-------- Record set --------

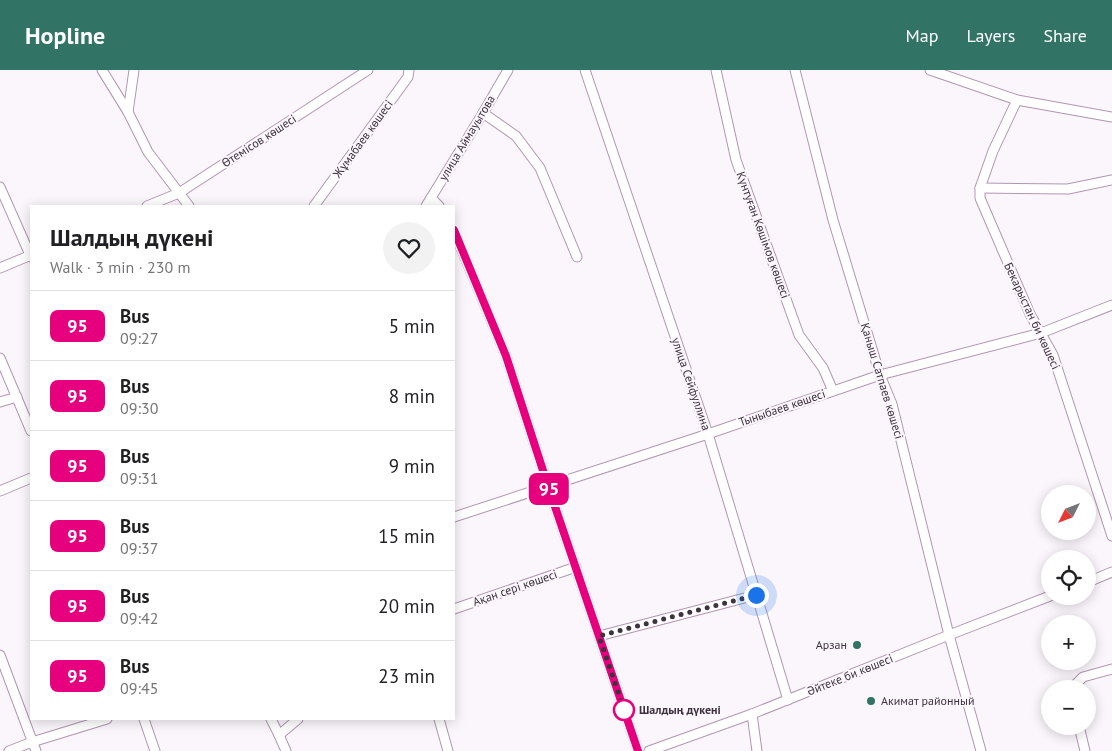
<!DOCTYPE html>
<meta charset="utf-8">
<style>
:root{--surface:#fff;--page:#f2f2f2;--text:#202124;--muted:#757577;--line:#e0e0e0;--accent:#317364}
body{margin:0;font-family:"PT Sans",sans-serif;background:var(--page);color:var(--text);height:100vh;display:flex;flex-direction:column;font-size:19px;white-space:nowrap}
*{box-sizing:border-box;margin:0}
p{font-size:16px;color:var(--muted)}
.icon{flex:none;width:28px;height:28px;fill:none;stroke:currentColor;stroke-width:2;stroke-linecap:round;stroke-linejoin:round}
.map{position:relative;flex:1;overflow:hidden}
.side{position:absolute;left:30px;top:135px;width:425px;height:515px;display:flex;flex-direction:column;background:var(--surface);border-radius:0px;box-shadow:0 2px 12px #0003}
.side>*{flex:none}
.badge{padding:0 10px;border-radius:8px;font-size:18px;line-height:32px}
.needle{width:32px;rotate:228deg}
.buttons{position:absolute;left:1041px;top:415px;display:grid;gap:10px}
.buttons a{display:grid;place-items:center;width:55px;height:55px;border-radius:50%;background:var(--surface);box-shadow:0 2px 12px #0003;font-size:25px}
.you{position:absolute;width:25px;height:25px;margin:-12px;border:4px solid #fff;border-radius:50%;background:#1a73e8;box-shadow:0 0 0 8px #1a73e833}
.map>.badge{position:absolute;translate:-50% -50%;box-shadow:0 0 0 2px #fff}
.round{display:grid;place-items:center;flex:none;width:52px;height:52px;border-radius:26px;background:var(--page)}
.overview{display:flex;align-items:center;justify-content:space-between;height:85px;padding:0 20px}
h1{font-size:24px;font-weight:700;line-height:38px}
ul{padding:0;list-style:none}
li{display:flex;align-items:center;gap:15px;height:70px;padding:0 20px;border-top:1px solid var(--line)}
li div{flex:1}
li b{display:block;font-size:19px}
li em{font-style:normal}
li .badge{min-width:55px;font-weight:700;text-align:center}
header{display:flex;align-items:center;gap:30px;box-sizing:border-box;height:70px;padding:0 25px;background:var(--accent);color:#fff}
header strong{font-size:24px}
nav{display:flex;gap:28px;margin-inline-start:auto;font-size:18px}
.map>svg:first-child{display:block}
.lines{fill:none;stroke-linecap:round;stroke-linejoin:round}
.street-casing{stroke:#b096b1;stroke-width:11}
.street{stroke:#fff;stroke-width:9}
.line-casing{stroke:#fff;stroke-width:11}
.line{stroke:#e6007e;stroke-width:8}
.walk{stroke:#3d323e;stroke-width:5;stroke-dasharray:0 9}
.poi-dot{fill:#317364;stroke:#fbf6fc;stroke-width:2}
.stop-dot{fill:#fff;stroke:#e6007e;stroke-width:2.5}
.labels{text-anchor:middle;stroke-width:4;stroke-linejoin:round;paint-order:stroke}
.street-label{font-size:12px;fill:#3d323e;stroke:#fbf6fc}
.poi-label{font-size:12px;fill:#3d323e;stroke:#fbf6fc;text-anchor:end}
.stop-label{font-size:12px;font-weight:bold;fill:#3d323e;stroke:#fbf6fc;text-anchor:start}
</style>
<header>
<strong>Hopline</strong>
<nav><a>Map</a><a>Layers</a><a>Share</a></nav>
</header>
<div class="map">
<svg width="1112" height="681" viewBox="0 0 1112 681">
<rect width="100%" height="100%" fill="#fbf6fc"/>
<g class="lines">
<!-- street casing -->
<g class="street-casing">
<g id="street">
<polyline points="102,0 128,42 148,82 189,136"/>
<polyline points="585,0 708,364 788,630"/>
<polyline points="716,0 736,90 799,265 823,298 833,321"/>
<polyline points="795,0 833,150 880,305 892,334 949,565 981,681"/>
<polyline points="930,0 1017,30 1112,47"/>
<polyline points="1017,30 993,81 980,118 980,128 1030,244 1053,285 1112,466"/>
<polyline points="128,42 134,0"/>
<polyline points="483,43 516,66 540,98 577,187"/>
<polyline points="0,117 31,187"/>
<polyline points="980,118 1068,119 1112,110"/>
<polyline points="431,128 439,136"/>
<polyline points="147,136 179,123 368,0"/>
<polyline points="314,136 408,7 409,0"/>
<polyline points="426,136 483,43 508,0"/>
<polyline points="454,161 506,286 548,416 638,681"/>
<polyline points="0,198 31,185"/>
<polyline points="0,288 31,361"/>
<polyline points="0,332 17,327"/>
<polyline points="0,421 31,408"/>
<polyline points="454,447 708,364 880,305 1041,263 1112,235"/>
<polyline points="1088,512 1112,502"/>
<polyline points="454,539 576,497"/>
<polyline points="599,566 756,525"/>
<polyline points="0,585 36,681"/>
<polyline points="1071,619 1083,607 1112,599"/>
<polyline points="752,644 757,681"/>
<polyline points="144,649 155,681"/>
<polyline points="271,649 279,665 286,681"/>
<polyline points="439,649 448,681"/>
<polyline points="1079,656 1085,681"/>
<polyline points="279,665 298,649"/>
<polyline points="9,681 32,672 107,649"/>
<polyline points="649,681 752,644 949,565 1050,526"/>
</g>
</g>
<!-- street -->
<use href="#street" class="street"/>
</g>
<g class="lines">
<!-- line casing -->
<g class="line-casing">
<polyline id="line" points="454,160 506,286 548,416 638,681"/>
</g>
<!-- line -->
<use href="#line" class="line"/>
<!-- walk -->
<polyline class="walk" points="624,640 627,648 599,566 756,525"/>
</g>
<!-- markers -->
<g class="poi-dot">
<circle cx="857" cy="575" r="5"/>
<circle cx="871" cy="631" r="5"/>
</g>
<circle class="stop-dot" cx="624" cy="640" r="10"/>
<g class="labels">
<!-- street labels -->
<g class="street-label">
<text transform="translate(467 68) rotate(-59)" y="4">улица Аймауытова</text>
<text transform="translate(363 69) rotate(-54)" y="4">Жұмабаев көшесі</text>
<text transform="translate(259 71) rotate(-33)" y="4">Өтемісов көшесі</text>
<text transform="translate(763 165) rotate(70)" y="4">Күнтуған Көшімов көшесі</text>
<text transform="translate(1032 246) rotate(65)" y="4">Бекарыстан би көшесі</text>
<text transform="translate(882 311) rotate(73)" y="4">Қаныш Сатпаев көшесі</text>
<text transform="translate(691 314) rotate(71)" y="4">улица Сейфуллина</text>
<text transform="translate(782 338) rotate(-19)" y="4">Тыныбаев көшесі</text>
<text transform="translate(515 518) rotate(-19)" y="4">Ақан сері көшесі</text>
<text transform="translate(850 605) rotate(-22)" y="4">Әйтеке би көшесі</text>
</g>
<!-- poi labels -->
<g class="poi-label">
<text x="847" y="579">Арзан</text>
<text x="881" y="635" text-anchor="start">Акимат районный</text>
</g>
<!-- stop labels -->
<g class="stop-label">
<text x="639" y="644">Шалдың дүкені</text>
</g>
</g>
</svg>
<div class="buttons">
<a><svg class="needle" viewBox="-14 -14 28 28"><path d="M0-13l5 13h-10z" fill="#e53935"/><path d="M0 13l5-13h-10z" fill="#757577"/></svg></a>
<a><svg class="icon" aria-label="locate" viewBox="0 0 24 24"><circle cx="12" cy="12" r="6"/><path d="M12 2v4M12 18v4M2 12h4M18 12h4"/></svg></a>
<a>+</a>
<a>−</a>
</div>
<div class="you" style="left:756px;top:525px"></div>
<b class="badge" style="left:549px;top:419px;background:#e6007e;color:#fff">95</b>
<section class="side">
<div class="overview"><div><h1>Шалдың дүкені</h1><p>Walk · 3 min · 230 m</p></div><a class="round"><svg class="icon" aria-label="heart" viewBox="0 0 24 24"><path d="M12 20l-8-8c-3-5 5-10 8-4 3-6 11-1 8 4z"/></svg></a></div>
<ul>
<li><span class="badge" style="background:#e6007e;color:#fff">95</span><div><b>Bus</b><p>09:27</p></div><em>5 min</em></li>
<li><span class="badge" style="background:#e6007e;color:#fff">95</span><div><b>Bus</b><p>09:30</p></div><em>8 min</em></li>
<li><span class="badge" style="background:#e6007e;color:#fff">95</span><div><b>Bus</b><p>09:31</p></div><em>9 min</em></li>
<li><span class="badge" style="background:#e6007e;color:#fff">95</span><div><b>Bus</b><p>09:37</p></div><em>15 min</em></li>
<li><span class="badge" style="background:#e6007e;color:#fff">95</span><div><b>Bus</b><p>09:42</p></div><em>20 min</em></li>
<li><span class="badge" style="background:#e6007e;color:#fff">95</span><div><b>Bus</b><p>09:45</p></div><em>23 min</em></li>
</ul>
</section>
</div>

--------

▶ [Assigned task]: Every line containing the string "strong" is required; copy each such line from the data.

▶ [Task response]:
header strong{font-size:24px}
<strong>Hopline</strong>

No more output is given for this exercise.